Glycemic Index and Glycemic Load
This is the fourth in a series addressing concerns about eating that is out of control and food addiction. The first three in the series addressed: Stages of Change (are you truly invested and ready to make change), the High Cost of Obesity, and No Sugar Please.
Glycemic index and load is worth understanding because it helps explain why people who have had surgery to lose weight gain it all back. It also explains why diabetics struggle with their weight and constant hunger.
Not all carbohydrates are the same. Refined or simple carbohydrates are man-made, pulverized, ground up, and often filled with chemicals and poison. Their impact on our blood sugar is immediate and profound. Unrefined or complex carbohydrates are pure and often from the ground, trees, or bushes. They are what we call clean foods, especially the organic clean foods. They do not immediately impact our blood sugar and keep us satisfied longer.

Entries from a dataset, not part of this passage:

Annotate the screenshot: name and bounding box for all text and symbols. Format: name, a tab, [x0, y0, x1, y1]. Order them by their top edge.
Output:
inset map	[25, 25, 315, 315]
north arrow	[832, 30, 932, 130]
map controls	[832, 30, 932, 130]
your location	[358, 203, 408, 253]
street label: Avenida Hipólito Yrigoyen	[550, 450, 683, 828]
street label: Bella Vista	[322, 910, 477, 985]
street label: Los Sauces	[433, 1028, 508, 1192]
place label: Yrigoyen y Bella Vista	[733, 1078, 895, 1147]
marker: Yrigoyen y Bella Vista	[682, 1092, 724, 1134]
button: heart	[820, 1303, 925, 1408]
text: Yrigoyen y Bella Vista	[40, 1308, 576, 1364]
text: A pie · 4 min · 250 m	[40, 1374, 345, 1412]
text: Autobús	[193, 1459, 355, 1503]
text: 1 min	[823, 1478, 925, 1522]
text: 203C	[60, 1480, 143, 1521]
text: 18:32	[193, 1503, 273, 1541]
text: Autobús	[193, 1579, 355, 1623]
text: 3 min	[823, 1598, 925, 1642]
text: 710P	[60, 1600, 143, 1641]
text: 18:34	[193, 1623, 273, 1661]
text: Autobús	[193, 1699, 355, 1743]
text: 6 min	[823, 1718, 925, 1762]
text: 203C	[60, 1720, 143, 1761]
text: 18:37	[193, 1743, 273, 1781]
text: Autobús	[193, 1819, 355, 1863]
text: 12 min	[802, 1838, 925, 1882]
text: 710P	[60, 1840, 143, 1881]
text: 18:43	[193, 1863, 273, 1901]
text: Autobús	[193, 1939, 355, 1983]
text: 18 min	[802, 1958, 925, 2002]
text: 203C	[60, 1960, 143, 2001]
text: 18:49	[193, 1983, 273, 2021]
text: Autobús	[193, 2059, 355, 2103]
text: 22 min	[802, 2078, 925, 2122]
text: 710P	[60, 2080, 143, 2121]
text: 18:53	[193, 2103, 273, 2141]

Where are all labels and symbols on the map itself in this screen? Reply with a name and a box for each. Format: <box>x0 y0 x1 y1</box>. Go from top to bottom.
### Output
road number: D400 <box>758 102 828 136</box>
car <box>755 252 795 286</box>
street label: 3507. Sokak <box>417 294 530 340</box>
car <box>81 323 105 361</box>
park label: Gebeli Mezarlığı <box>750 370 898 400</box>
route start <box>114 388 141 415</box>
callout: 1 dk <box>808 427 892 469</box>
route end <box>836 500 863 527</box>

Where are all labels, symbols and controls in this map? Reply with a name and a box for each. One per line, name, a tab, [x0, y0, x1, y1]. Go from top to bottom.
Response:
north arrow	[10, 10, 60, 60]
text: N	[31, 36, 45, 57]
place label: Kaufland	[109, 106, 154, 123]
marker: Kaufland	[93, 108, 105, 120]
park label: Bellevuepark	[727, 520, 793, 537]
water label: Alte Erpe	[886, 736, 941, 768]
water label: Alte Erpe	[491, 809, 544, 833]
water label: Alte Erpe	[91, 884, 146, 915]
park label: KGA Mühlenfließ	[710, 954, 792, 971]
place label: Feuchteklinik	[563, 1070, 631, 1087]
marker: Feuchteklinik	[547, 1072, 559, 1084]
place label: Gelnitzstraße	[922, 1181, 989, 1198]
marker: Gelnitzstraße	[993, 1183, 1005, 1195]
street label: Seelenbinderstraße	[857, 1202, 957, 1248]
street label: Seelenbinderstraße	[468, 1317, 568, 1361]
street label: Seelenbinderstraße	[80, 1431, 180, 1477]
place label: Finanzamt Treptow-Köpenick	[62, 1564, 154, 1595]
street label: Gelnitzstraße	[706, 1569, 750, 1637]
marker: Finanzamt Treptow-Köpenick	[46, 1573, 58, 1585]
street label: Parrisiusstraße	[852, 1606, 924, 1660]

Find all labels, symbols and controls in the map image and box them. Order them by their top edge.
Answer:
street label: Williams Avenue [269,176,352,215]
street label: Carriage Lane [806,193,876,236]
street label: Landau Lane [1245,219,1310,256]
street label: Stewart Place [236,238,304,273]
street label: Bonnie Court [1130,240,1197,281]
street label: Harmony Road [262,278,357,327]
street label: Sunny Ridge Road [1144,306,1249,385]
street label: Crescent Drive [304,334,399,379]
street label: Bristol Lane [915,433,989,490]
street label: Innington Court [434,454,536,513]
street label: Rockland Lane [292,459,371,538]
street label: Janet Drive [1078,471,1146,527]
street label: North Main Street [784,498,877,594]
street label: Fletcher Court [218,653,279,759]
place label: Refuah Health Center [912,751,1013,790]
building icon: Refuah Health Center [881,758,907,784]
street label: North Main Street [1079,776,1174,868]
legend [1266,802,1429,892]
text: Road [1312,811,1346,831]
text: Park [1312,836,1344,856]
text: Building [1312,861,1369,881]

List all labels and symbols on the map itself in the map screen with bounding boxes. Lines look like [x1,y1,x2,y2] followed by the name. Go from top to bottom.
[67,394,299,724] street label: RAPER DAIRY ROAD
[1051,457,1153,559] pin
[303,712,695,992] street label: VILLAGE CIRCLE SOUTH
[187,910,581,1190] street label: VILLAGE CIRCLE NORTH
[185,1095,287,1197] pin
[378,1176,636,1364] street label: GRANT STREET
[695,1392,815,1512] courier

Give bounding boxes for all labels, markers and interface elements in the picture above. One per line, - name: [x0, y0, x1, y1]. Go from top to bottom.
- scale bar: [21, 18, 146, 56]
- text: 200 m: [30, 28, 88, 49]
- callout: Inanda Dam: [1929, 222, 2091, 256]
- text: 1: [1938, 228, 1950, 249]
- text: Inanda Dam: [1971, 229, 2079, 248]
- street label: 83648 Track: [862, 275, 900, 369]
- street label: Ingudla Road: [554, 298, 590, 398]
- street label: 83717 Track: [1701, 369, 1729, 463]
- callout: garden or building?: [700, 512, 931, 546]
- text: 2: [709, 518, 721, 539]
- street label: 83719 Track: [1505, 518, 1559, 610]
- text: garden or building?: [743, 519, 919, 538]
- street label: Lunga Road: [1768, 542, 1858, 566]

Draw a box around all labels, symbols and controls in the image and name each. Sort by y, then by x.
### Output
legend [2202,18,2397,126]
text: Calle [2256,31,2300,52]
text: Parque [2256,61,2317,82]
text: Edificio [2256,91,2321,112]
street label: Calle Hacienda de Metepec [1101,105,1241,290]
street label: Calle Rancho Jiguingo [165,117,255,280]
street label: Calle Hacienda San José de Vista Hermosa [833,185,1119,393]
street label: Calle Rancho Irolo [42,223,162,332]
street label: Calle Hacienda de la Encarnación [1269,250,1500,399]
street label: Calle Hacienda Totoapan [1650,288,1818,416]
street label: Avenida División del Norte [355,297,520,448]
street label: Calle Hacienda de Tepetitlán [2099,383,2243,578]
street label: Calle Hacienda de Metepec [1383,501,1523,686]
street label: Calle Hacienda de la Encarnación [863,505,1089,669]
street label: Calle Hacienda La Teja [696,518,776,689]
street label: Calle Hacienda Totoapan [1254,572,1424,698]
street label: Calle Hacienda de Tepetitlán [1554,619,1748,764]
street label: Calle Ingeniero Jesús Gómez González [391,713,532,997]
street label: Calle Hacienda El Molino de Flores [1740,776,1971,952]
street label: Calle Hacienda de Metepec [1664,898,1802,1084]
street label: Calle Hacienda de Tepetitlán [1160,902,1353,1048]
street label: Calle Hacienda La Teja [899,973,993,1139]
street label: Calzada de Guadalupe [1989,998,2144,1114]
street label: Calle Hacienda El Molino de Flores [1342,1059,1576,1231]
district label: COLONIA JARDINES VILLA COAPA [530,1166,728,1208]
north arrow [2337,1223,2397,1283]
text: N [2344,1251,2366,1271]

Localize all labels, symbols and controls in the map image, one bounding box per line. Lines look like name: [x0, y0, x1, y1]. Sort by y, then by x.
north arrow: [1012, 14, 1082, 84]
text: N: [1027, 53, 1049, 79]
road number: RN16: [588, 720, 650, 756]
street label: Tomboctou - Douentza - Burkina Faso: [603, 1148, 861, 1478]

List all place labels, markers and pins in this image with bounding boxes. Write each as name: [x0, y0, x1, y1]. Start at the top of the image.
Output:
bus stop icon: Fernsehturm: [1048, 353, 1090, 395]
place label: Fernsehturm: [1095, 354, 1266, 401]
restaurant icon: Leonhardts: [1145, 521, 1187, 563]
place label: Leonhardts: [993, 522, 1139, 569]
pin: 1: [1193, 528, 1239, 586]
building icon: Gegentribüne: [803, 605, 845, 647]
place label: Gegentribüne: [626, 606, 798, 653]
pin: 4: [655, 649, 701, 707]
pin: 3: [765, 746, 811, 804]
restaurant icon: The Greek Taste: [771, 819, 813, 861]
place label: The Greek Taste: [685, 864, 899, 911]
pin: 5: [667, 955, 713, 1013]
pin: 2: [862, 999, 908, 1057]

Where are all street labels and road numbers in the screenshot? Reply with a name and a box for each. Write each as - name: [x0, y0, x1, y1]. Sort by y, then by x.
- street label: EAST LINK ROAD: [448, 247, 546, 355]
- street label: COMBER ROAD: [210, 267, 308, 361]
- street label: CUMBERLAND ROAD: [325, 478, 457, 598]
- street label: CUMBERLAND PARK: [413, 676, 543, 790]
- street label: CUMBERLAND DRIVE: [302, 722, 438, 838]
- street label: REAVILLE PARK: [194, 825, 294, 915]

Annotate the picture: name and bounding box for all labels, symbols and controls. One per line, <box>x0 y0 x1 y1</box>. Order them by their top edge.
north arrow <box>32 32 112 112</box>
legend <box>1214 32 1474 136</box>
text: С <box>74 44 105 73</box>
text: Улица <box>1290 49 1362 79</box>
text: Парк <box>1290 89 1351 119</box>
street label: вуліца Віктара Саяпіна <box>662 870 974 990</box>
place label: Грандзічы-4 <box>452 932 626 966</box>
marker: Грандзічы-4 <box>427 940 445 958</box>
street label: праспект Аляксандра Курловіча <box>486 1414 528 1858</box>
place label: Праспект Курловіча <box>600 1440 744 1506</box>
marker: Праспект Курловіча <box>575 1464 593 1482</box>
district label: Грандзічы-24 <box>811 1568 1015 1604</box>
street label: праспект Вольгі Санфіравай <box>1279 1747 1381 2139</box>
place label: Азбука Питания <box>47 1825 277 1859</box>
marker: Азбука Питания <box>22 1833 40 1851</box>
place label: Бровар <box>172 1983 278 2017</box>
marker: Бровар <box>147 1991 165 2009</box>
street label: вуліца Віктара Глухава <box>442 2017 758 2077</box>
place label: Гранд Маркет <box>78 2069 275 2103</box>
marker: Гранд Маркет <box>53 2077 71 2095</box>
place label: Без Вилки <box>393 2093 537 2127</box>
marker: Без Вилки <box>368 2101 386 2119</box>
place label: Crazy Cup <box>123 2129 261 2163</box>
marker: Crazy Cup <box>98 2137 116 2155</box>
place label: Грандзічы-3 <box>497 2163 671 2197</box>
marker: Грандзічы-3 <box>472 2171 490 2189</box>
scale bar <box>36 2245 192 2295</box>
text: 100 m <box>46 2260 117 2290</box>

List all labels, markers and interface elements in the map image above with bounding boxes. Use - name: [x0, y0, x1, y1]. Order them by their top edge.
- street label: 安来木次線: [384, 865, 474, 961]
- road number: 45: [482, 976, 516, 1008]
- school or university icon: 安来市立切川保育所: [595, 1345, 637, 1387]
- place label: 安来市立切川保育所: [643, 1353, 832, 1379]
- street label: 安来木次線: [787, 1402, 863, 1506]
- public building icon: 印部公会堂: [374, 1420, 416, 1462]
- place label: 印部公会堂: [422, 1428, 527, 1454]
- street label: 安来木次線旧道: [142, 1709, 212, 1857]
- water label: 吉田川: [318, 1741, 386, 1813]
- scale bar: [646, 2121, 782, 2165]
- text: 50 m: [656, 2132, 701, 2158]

Harvard University has helped us the most with glycemic index (GI) and glycemic load (GL) and understanding the importance of lower glycemic load foods. This movement began in the 80’s and has added to our understanding of weight loss and obesity. Harvard states they can now study a person’s diet and predict future diseases from measuring the glycemic load of their food choices. As I studied my son’s medical weight loss diet I realized the entire diet is filled with low GI and GL foods. No wonder the pounds are melting off of him! My Pastor smiles with pride as he states he lost 76 pounds from medical weight loss.
The higher the GI and GL the foods are the more rapidly we digest them and crave more. The rate of carbohydrate digestion has important health implications for all of us. Low GI and GL foods have a distinct advantage over foods with high GI and GL values. Lowest is always your best choice.
It is very easy to calculate the GL of any food by taking the GI value and multiplying it by the carbohydrates in the food and then divide by 100. For example, a small apple has a GI value of 40 and contains 15 grams of carbohydrates. Its glycemic load is (40 X 15) / 100 = 6. A small 5 ounce potato has a GI value of 90 and 15 grams of carbohydrates. It has a glycemic load of (90 X 15) / 100 = 14. This means one small potato will raise your blood-glucose level much higher than one apple does.
Fortunately professionals have made it a lot easier by supplying us with on-line tables and values. There are handy apps available also to help you quickly reference the glycemic values of what you are about to eat, or chose to eat.
Harvard University recommends foods that have a glycemic index of 55 or less and a glycemic load of 10 or less. They also recommend that we never exceed a glycemic load of 75-80 per day.
Here are some handy references to help you. (Harvard has been my best resource)
The Glycemic Load Diet by Rob Thompson
The Glycemic Load Counter, a Pocket Guide by Mabel Blades
The Easy GL Diet Handbook by F.A. Lindberg MD
Low GI (Low GI Diet Tracker)
Glycemic Load (I have this one)
Glycemic Load – Edward Teoh
GL Buddy Time4
Take the time to evaluate the information from the first entry in this series to see if you are truly ready for change and apply the glycemic load principle to your food choices. The last entry will cover healthy food choices and what we can eat.
God’s blessings at all your meals and with all your food choices!